Le covoiturage est-il légal ? Oui, si c’est du covoiturage !

Durant toute l’année 2014, les médias se sont fait l’écho de l’émergence de nouveaux modèles de mobilité. Le covoiturage est sur toutes les lèvres, le terme est utilisé à outrance… et sans nuance. A force de mélanger les concepts, on en vient à douter de la légalité du covoiturage.

Des tendances a priori contradictoires

D’une part, Blablacar, leader français du covoiturage longue distance, est souvent mentionné comme une des plus belles réussites du web français. On cite par ailleurs très souvent le covoiturage comme une opportunité de progrès social et écologique. Plusieurs textes de lois (loi sur l’air et l’utilisation rationnelle de l’énergie de 1996,Grenelle de l’environnement en 2009, loi relative à la transition énergétique pour une croissance verte en 2014) ont créé les conditions du développement de cette pratique, soutenue par les personnalités politiques de tous bords et poussée par des organismes publics de référence comme le CERTU et l’ADEME.

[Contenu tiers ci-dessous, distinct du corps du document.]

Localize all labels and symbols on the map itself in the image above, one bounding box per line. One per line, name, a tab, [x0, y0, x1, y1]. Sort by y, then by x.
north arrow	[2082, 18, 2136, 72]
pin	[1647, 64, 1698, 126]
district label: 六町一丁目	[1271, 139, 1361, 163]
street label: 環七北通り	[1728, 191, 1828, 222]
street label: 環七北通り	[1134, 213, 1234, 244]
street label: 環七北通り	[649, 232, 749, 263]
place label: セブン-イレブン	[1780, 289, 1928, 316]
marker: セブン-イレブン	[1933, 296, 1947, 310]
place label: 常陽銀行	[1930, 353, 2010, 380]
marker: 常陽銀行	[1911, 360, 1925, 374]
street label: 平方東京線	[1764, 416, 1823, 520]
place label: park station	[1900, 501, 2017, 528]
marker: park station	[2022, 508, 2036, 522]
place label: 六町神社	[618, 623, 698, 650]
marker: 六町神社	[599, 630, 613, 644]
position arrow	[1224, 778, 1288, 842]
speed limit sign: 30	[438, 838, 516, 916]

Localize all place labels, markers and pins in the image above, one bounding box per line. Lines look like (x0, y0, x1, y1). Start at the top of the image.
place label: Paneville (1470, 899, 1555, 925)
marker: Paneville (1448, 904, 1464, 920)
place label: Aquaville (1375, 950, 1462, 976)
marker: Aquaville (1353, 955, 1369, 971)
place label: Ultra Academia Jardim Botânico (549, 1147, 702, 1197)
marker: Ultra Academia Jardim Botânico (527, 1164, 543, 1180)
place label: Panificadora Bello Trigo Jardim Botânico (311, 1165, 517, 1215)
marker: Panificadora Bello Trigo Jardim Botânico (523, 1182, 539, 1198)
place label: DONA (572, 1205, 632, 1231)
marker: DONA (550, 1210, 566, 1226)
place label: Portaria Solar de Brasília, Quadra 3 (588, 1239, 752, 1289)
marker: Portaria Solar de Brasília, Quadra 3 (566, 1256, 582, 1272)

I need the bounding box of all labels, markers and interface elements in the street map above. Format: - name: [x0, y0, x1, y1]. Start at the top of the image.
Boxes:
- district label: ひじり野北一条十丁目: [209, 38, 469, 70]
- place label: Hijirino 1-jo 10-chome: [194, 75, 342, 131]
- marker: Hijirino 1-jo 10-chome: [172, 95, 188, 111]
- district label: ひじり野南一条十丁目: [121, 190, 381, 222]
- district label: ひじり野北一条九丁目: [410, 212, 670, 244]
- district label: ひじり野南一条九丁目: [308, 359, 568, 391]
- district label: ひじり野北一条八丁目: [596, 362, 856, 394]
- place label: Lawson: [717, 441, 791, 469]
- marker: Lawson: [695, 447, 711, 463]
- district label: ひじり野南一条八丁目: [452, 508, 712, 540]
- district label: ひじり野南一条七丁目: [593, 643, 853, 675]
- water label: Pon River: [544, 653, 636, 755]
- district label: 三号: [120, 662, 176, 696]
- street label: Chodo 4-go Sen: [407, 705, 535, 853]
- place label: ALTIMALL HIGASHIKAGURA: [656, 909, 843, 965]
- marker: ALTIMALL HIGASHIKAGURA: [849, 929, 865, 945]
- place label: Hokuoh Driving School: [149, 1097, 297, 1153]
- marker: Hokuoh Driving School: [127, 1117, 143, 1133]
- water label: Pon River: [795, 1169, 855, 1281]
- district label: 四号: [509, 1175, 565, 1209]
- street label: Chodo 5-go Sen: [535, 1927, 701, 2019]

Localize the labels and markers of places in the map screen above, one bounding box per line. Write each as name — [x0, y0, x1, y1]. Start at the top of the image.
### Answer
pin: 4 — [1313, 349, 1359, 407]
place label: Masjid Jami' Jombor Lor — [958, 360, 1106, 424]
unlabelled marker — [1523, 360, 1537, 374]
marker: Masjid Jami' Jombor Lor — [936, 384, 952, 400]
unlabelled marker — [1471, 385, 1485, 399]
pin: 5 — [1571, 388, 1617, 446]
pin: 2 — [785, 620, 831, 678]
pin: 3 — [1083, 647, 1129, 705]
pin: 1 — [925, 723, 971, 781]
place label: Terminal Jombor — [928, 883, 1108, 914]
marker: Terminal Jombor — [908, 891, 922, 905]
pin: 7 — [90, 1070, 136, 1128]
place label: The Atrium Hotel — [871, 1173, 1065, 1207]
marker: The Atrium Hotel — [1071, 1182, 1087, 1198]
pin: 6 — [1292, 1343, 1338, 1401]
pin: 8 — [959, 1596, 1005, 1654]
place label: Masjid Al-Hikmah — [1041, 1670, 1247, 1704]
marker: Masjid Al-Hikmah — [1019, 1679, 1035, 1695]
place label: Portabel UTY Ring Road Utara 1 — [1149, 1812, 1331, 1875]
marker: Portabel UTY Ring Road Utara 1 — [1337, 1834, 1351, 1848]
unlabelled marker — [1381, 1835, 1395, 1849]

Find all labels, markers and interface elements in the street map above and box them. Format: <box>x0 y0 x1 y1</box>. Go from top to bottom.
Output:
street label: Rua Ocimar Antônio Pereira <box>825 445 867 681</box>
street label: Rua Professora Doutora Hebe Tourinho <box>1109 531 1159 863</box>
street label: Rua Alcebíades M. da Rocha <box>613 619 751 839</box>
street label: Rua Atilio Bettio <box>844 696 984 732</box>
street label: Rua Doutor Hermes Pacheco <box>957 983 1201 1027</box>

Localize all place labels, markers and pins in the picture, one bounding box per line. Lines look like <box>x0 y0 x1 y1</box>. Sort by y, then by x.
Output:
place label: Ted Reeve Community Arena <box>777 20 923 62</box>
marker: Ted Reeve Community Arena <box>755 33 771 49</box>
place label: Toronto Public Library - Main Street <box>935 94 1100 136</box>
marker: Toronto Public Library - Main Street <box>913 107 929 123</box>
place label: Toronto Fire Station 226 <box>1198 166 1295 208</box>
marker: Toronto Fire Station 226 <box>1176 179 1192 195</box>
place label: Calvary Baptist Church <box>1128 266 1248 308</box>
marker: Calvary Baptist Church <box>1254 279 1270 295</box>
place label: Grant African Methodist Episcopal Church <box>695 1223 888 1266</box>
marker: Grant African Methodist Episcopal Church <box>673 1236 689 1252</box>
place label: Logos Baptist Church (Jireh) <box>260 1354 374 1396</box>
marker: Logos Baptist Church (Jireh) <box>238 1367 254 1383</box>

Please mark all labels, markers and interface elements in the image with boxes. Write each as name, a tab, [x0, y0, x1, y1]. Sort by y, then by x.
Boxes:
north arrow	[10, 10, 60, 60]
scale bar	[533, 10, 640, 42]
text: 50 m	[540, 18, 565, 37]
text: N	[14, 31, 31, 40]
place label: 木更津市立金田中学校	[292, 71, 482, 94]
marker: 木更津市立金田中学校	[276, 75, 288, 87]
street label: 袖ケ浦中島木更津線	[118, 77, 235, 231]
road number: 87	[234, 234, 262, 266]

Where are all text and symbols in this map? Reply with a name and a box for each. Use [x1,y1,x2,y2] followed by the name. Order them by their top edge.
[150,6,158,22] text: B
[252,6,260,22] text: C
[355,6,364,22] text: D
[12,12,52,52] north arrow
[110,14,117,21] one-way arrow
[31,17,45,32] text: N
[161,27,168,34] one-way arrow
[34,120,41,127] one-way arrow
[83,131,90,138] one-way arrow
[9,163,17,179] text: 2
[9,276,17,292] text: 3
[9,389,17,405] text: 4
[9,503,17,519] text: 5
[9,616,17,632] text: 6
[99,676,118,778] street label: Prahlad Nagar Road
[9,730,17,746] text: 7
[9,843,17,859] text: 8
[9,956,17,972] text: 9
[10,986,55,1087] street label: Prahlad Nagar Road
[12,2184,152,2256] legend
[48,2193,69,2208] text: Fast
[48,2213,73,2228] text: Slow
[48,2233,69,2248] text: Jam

D’autre part, suite au lancement en février dernier d’un nouveau service (Uberpop), présenté comme du « covoiturage urbain », la société de VTC Uber a été condamnée pour pratique commerciale trompeuse. Selon la presse, de nombreux chauffeurs Uberpop ont été depuis arrêtés et risquent jusqu’à 3 ans de prison et 45000€ d’amende. Le ministère de l’Intérieur l’a répété le 15 décembre dernier : Uberpop est illégal et sera interdit dès le 1er janvier 2015, en application de la loi Thévenoud.

Alors est-ce légal le covoiturage ? Comment s’y retrouver ? Nous proposons un rapide décryptage.

Principe n°1 : Le covoiturage est un partage de frais

Le communiqué de la DGCCRF du 7 février 2014, en réaction au lancement du service Uberpop, est limpide : « la légalité du covoiturage a été consacrée par la Cour de cassation dans un arrêt du 12 mars 2013, à condition toutefois qu’il ne soit pas pratiqué dans un but lucratif. Dans le cadre du covoiturage, la participation financière des passagers est donc limitée au partage des coûts. En revanche, le transport de passagers, sous couvert de covoiturage, réalisé dans un but lucratif est illégal. Il constitue en effet une activité de transport public non autorisée. »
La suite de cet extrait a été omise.